▶ Supplied records
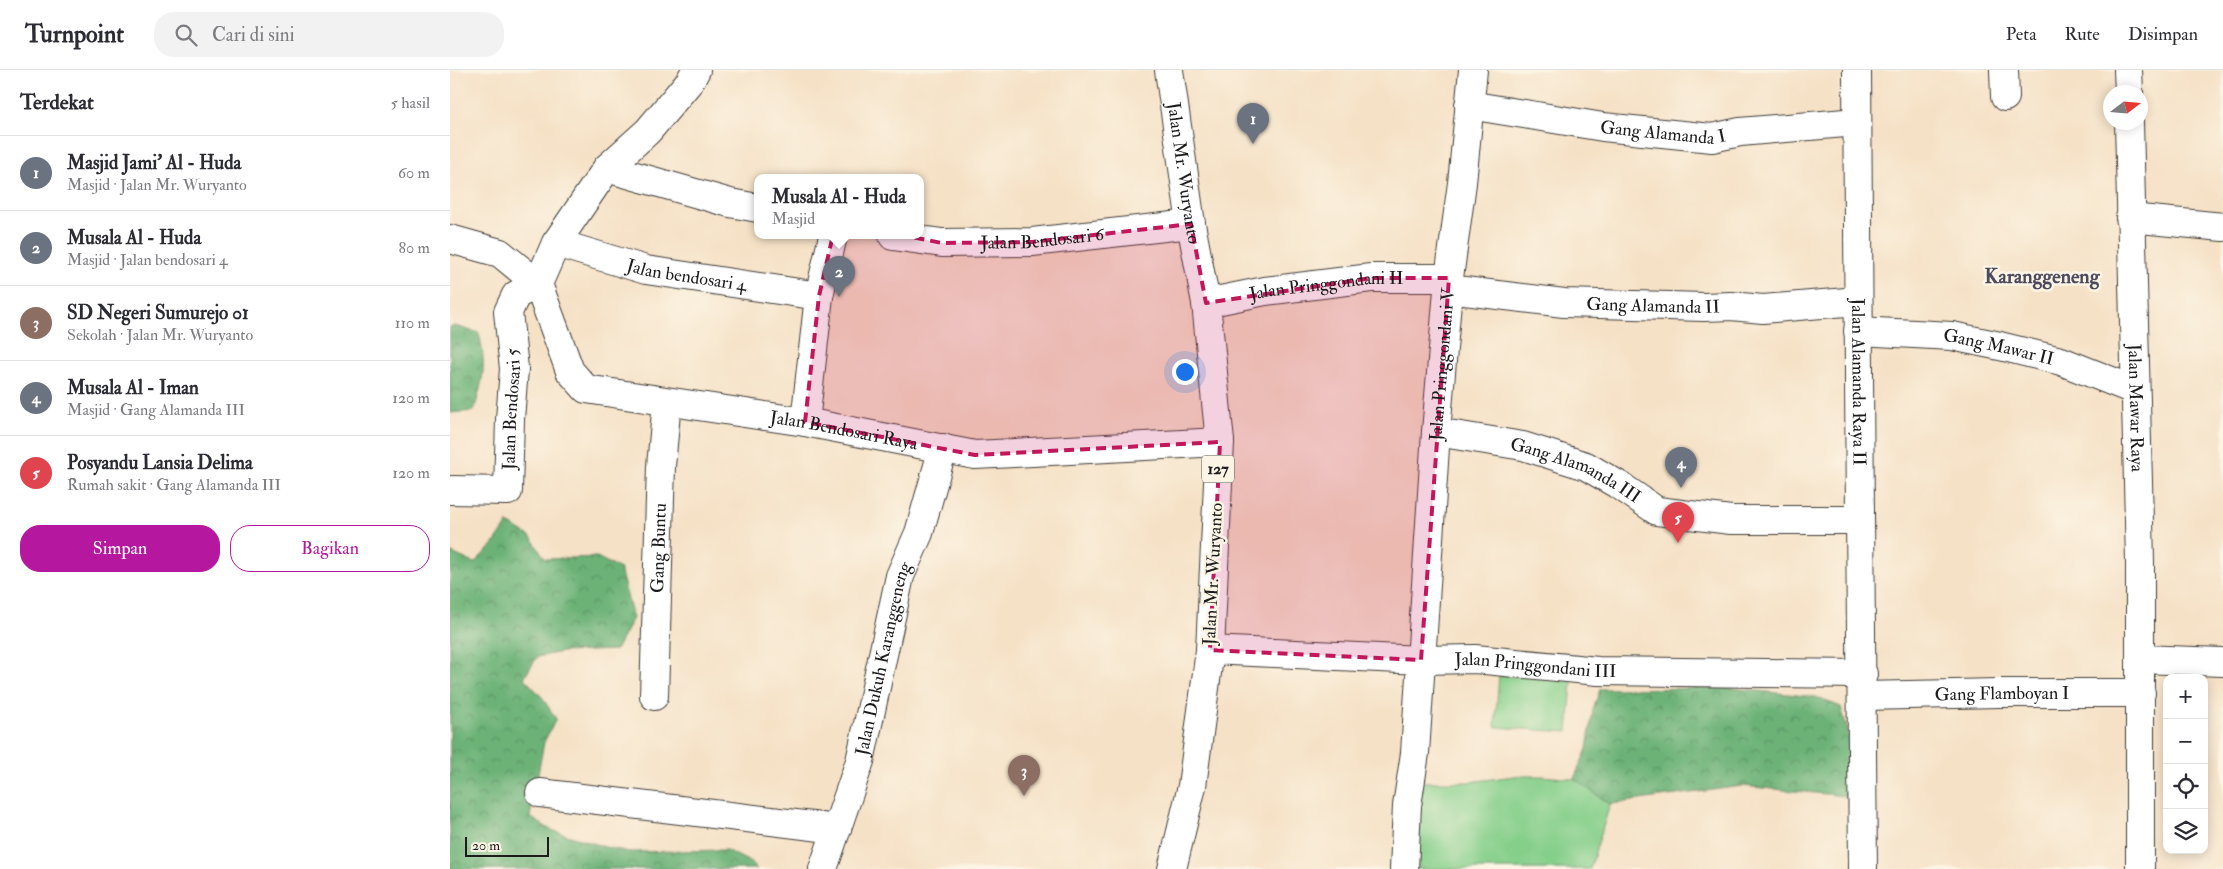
<!DOCTYPE html>
<html lang="id">
<head>
<meta charset="utf-8">
<style>
	body { margin:0; font-family:"IM FELL Double Pica",serif; background:#f2f2f3; color:#2b2b33 }
	.controls { position:absolute; right:15px; bottom:15px; display:grid; overflow:hidden; border-radius:10px; box-shadow:0 2px 12px #0003 }
	.controls button { width:45px; height:45px; display:grid; place-items:center; padding:0; border:0; border-bottom:1px solid #e1e1e2; background:#fff; color:#2b2b33; font:25px sans-serif }
	.compass { position:absolute; left:1653px; top:15px; width:45px; height:45px; border-radius:50%; background:#fff; box-shadow:0 2px 12px #0003; rotate:74deg }
	.scale { position:absolute; left:15px; bottom:12px; width:84px; box-sizing:border-box; padding-left:5px; border:2px solid #1c1c1c; border-top:0; font-size:14px; line-height:18px; white-space:nowrap; color:#1c1c1c; -webkit-text-stroke:4px #fcf5e5; paint-order:stroke }
	.you { position:absolute; left:734px; top:301px; width:18px; height:18px; margin:-12px; border:4px solid #fff; border-radius:50%; background:#1a73e8; box-shadow:0 0 0 8px #1a73e833 }
	.badge { display:grid; place-items:center; width:32px; height:32px; border-radius:50%; background:#b5179e; color:#fff; font-size:16px; font-weight:700 }
	.pin { position:absolute; translate:-50% -41px; filter:drop-shadow(0 1px 2px #0008) }
	.pin::after { content:''; position:absolute; top:26px; width:18px; height:15px; background:inherit; clip-path:polygon(0 0,100% 0,50% 100%) }
	.popup { position:absolute; left:304px; top:104px; width:170px; height:65px; box-sizing:border-box; display:grid; place-content:center; border-radius:10px; background:#fff; filter:drop-shadow(0 1px 4px #0005); font-size:16px; white-space:nowrap; color:#7c7c81 }
	.popup b { font-size:19px; color:#2b2b33 }
	.popup::after { content:''; position:absolute; left:50%; top:100%; margin-left:-10px; border:10px solid transparent; border-top-color:#fff }
	.list { margin:0; padding:0; list-style:none }
	h2 { display:flex; justify-content:space-between; align-items:center; height:65px; margin:0; padding:0 20px; font-size:21px }
	h2 small { font-size:16px; font-weight:400; color:#7c7c81 }
	.list li { display:grid; grid-template-columns:32px 1fr auto; gap:15px; align-items:center; box-sizing:border-box; height:75px; padding:0 20px; border-top:1px solid #e1e1e2 }
	.list b { display:block; font-size:19px; white-space:nowrap }
	.list p { margin:0; font-size:16px; white-space:nowrap; color:#7c7c81 }
	.list em { font-size:16px; font-style:normal; color:#7c7c81 }
	.actions { display:flex; gap:10px; padding:15px 20px }
	.actions a { flex:1; padding:11px 0; border:1px solid #b5179e; border-radius:20px; text-align:center; font-size:18px; color:#b5179e }
	.actions .main { background:#b5179e; color:#fff }
	.icon { flex:none; width:28px; height:28px; fill:none; stroke:currentColor; stroke-width:2; stroke-linecap:round; stroke-linejoin:round }
	.map { position:relative; flex:none; width:1773px; height:799px; overflow:hidden }
	header { display:flex; align-items:center; gap:30px; box-sizing:border-box; height:70px; padding:0 25px; background:#fff; border-bottom:1px solid #e1e1e2 }
	header strong { font-size:24px }
	nav { display:flex; gap:28px; margin-inline-start:auto; font-size:18px }
	.search { width:350px; height:45px; background:#f2f2f3; display:flex; align-items:center; gap:12px; box-sizing:border-box; padding:0 18px; border-radius:20px; color:#7c7c81; font-size:19px }
	main { display:flex }
	aside { flex:1; background:#fff }
	.map>svg:first-child { display:block }
	.forest { fill:url(#forest-crowns); stroke:#44674a }
	.pitch { fill:#86cf8b; stroke:#517654 }
	.lines { fill:none; stroke-linecap:round; stroke-linejoin:round }
	.minor-casing { stroke:#3d3a36; stroke-width:30 }
	.primary-casing { stroke:#3d3a36; stroke-width:30 }
	.minor { stroke:#fff; stroke-width:28 }
	.primary { stroke:#fff; stroke-width:28 }
	.marked { fill:#c2185b; fill-opacity:0.2; stroke:#c2185b; stroke-width:4; stroke-dasharray:10 6; stroke-linejoin:round }
	.labels { text-anchor:middle; dominant-baseline:central; stroke-width:5; stroke-linejoin:round; paint-order:stroke }
	.shield { fill:#fcf5e5; stroke:#5f5d58; stroke-width:1 }
	.shield-label { font-size:16px; font-weight:bold; fill:#1c1c1c }
	.street-label { font-size:18px; fill:#1c1c1c; stroke:#fcf5e5 }
	.quarter-label { font-size:20px; font-weight:bold; fill:#4d4a5e; stroke:#fcf5e5 }
</style>
</head>
<body>
<header>
<strong>Turnpoint</strong>
<div class="search"><svg class="icon" aria-label="search" viewBox="0 0 24 24"><circle cx="10" cy="10" r="6"/><path d="M15 15l6 6"/></svg>Cari di sini</div>
<nav><a>Peta</a><a>Rute</a><a>Disimpan</a></nav>
</header>
<main>
<aside>
<h2>Terdekat<small>5 hasil</small></h2>
<ul class="list">
<li><span class="badge" style="background:#6b7280">1</span><div><b>Masjid Jami' Al - Huda</b><p>Masjid · Jalan Mr. Wuryanto</p></div><em>60 m</em></li>
<li><span class="badge" style="background:#6b7280">2</span><div><b>Musala Al - Huda</b><p>Masjid · Jalan bendosari 4</p></div><em>80 m</em></li>
<li><span class="badge" style="background:#8d6e63">3</span><div><b>SD Negeri Sumurejo 01</b><p>Sekolah · Jalan Mr. Wuryanto</p></div><em>110 m</em></li>
<li><span class="badge" style="background:#6b7280">4</span><div><b>Musala Al - Iman</b><p>Masjid · Gang Alamanda III</p></div><em>120 m</em></li>
<li><span class="badge" style="background:#e0444e">5</span><div><b>Posyandu Lansia Delima</b><p>Rumah sakit · Gang Alamanda III</p></div><em>120 m</em></li>
</ul>
<div class="actions"><a class="main">Simpan</a><a>Bagikan</a></div>
</aside>
<div class="map">
<svg width="1773" height="799" viewBox="0 0 1773 799">
	<defs>
		<pattern id="forest-crowns" width="20" height="18" patternUnits="userSpaceOnUse" patternTransform="scale(1.25)"><rect width="20" height="18" fill="#6cb277"/><path d="M2 6a3 3 0 1 1 6 0M12 15a3 3 0 1 1 6 0" fill="none" stroke="#589061"/></pattern>
	</defs>
	<rect width="100%" height="100%" fill="#fcf5e5"/>
	<filter id="ink" filterUnits="userSpaceOnUse"><feTurbulence type="fractalNoise" baseFrequency=".02" numOctaves="2"/><feDisplacementMap in="SourceGraphic" scale="10" xChannelSelector="R" yChannelSelector="G"/><feConvolveMatrix kernelMatrix="1 2 1 2 8 2 1 2 1" color-interpolation-filters="sRGB"/></filter>
	<filter id="wash" filterUnits="userSpaceOnUse"><feTurbulence type="fractalNoise" baseFrequency=".0096" numOctaves="4" result="noise"/><feDisplacementMap in="SourceGraphic" scale="20" xChannelSelector="R" yChannelSelector="G"/><feGaussianBlur stdDeviation="1.12" result="paint"/><feColorMatrix in="noise" values="0 0 0 0 0 0 0 0 0 0 0 0 0 0 0 0 0 1.4 0 .05"/><feComposite in="paint" operator="in"/></filter>
	<g filter="url(#wash)">
		<rect width="100%" height="100%" fill="#f5e1c6"/>
		<path class="forest" d="M5,256L29,263C37,297 33,309 24,341L0,343V257Z
			M58,453L81,467L95,489L147,487L170,499L183,548L166,580L112,582L87,587L74,608L92,627L106,649L94,672L80,747L101,760L155,777L180,782L276,780L300,792L307,799H0V482L24,493L43,475Z
			M1281,618L1366,627L1391,637L1402,676L1396,726L1292,716L1160,734L1124,709L1137,679L1143,640L1150,619Z"/>
		<path class="pitch" d="M1049,605L1122,611L1118,662L1045,657Z
			M1064,706H1092L1124,709L1160,734L1140,799H968L971,712H1020Z"/>
	</g>
	<g filter="url(#ink)">
		<g class="lines">
			<g class="minor-casing">
				<g id="minor">
					<path id="s1" d="M1407,0C1407,266 1412,533 1413,799"/>
					<path d="M1554,0L1555,27"/>
					<path d="M1678,0L1679,22"/>
					<path id="s2" d="M1019,35L1153,57L1262,68L1290,62L1407,52"/>
					<path id="s3" d="M1679,52L1690,492V799"/>
					<path d="M157,98L280,133L308,138"/>
					<path d="M1680,148L1773,157"/>
					<path id="s4" d="M443,166L492,173L582,172L741,154"/>
					<path id="s5" d="M0,169L50,183L88,214L120,301L136,319L355,352L525,385L770,372"/>
					<path id="s6" d="M106,173L196,200L369,226"/>
					<path id="s7" d="M998,219L1114,233L1254,237L1281,236L1313,239L1408,231"/>
					<path id="s8" d="M756,233L815,221L921,208H999"/>
					<path id="s9" d="M1408,261L1502,266L1550,276L1611,291L1684,320"/>
					<path d="M355,352L369,226L383,166"/>
					<path id="s10" d="M986,362L1073,376L1136,396L1172,417L1207,441L1281,450H1410"/>
					<path id="s11" d="M0,420L58,421L60,349L64,299L58,242L66,225L88,214L106,173L157,98L198,61L240,11L246,0"/>
					<path id="s12" d="M760,580L971,590L1025,589L1148,601L1413,604"/>
					<path d="M1690,589L1773,592"/>
					<path id="s13" d="M204,626L211,396L217,332"/>
					<path id="s14" d="M1413,626L1549,623H1691"/>
					<path d="M90,723L387,759"/>
					<path id="s15" d="M373,799L410,691L450,506L469,463L493,378"/>
					<path id="s16" d="M954,799L957,736L965,683L986,362L999,208L1012,113L1023,0"/>
				</g>
			</g>
			<g class="primary-casing">
				<g id="primary">
					<path id="s17" d="M719,0L741,154L756,233L770,372L760,580L742,716L722,799"/>
				</g>
			</g>
			<use href="#minor" class="minor"/>
			<use href="#primary" class="primary"/>
		</g>
	</g>
	<path class="marked" d="M386,152L492,173L582,172L741,154L756,233L921,208H999L971,590L760,580L770,372L525,385L355,352L369,226Z"/>
	<g class="labels">
		<rect class="shield" x="752" y="385.5" width="32" height="27" rx="4"/>
		<g class="shield-label">
			<text x="768" y="399">127</text>
		</g>
		<g class="street-label">
			<text stroke="none"><textPath href="#s2" startOffset="196">Gang Alamanda I</textPath></text>
			<text stroke="none"><textPath href="#s17" startOffset="104">Jalan Mr. Wuryanto</textPath></text>
			<text stroke="none"><textPath href="#s4" startOffset="150">Jalan Bendosari 6</textPath></text>
			<text stroke="none"><textPath href="#s6" startOffset="135">Jalan bendosari 4</textPath></text>
			<text stroke="none"><textPath href="#s8" startOffset="122">Jalan Pringgondani II</textPath></text>
			<text stroke="none"><textPath href="#s7" startOffset="206">Gang Alamanda II</textPath></text>
			<text stroke="none"><textPath href="#s9" startOffset="142">Gang Mawar II</textPath></text>
			<text stroke="none"><textPath href="#s16" startOffset="506">Jalan Pringgondani V</textPath></text>
			<text stroke="none"><textPath href="#s1" startOffset="312">Jalan Alamanda Raya II</textPath></text>
			<text stroke="none"><textPath href="#s3" startOffset="286">Jalan Mawar Raya</textPath></text>
			<text stroke="none"><textPath href="#s11" startOffset="140">Jalan Bendosari 5</textPath></text>
			<text stroke="none"><textPath href="#s5" startOffset="479">Jalan Bendosari Raya</textPath></text>
			<text stroke="none"><textPath href="#s10" startOffset="146">Gang Alamanda III</textPath></text>
			<text stroke="none"><textPath href="#s13" startOffset="148">Gang Buntu</textPath></text>
			<text transform="translate(763 504) rotate(-87)">Jalan Mr. Wuryanto</text>
			<text stroke="none"><textPath href="#s15" startOffset="219">Jalan Dukuh Karanggeneng</textPath></text>
			<text stroke="none"><textPath href="#s12" startOffset="326">Jalan Pringgondani III</textPath></text>
			<text stroke="none"><textPath href="#s14" startOffset="139">Gang Flamboyan I</textPath></text>
		</g>
		<g class="quarter-label">
			<text x="1592" y="206">Karanggeneng</text>
		</g>
	</g>
</svg>
<div class="controls">
<button>+</button>
<button>−</button>
<button><svg class="icon" aria-label="locate" viewBox="0 0 24 24"><circle cx="12" cy="12" r="6"/><path d="M12 2v4M12 18v4M2 12h4M18 12h4"/></svg></button>
<button><svg class="icon" aria-label="layers" viewBox="0 0 24 24"><path d="M12 4l9 5-9 5-9-5zM3 14l9 5 9-5"/></svg></button>
</div>
<svg class="compass" viewBox="-18 -18 36 36"><path d="M0-13l5 13h-10z" fill="#e53935"/><path d="M0 13l5-13h-10z" fill="#7c7c81"/></svg>
<div class="scale">20 m</div>
<div class="you"></div>
<div class="pin badge" style="left:803px;top:74px;background:#6b7280">1</div>
<div class="pin badge" style="left:389px;top:227px;background:#6b7280">2</div>
<div class="popup"><b>Musala Al - Huda</b>Masjid</div>
<div class="pin badge" style="left:574px;top:726px;background:#8d6e63">3</div>
<div class="pin badge" style="left:1231px;top:418px;background:#6b7280">4</div>
<div class="pin badge" style="left:1228px;top:473px;background:#e0444e">5</div>
</div>
</main>
</body>
</html>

▶ Directions for this task
Where in the entries does the word "Karanggeneng" occur? Copy out each line that has it.

▶ Exercise response
			<text stroke="none"><textPath href="#s15" startOffset="219">Jalan Dukuh Karanggeneng</textPath></text>
			<text x="1592" y="206">Karanggeneng</text>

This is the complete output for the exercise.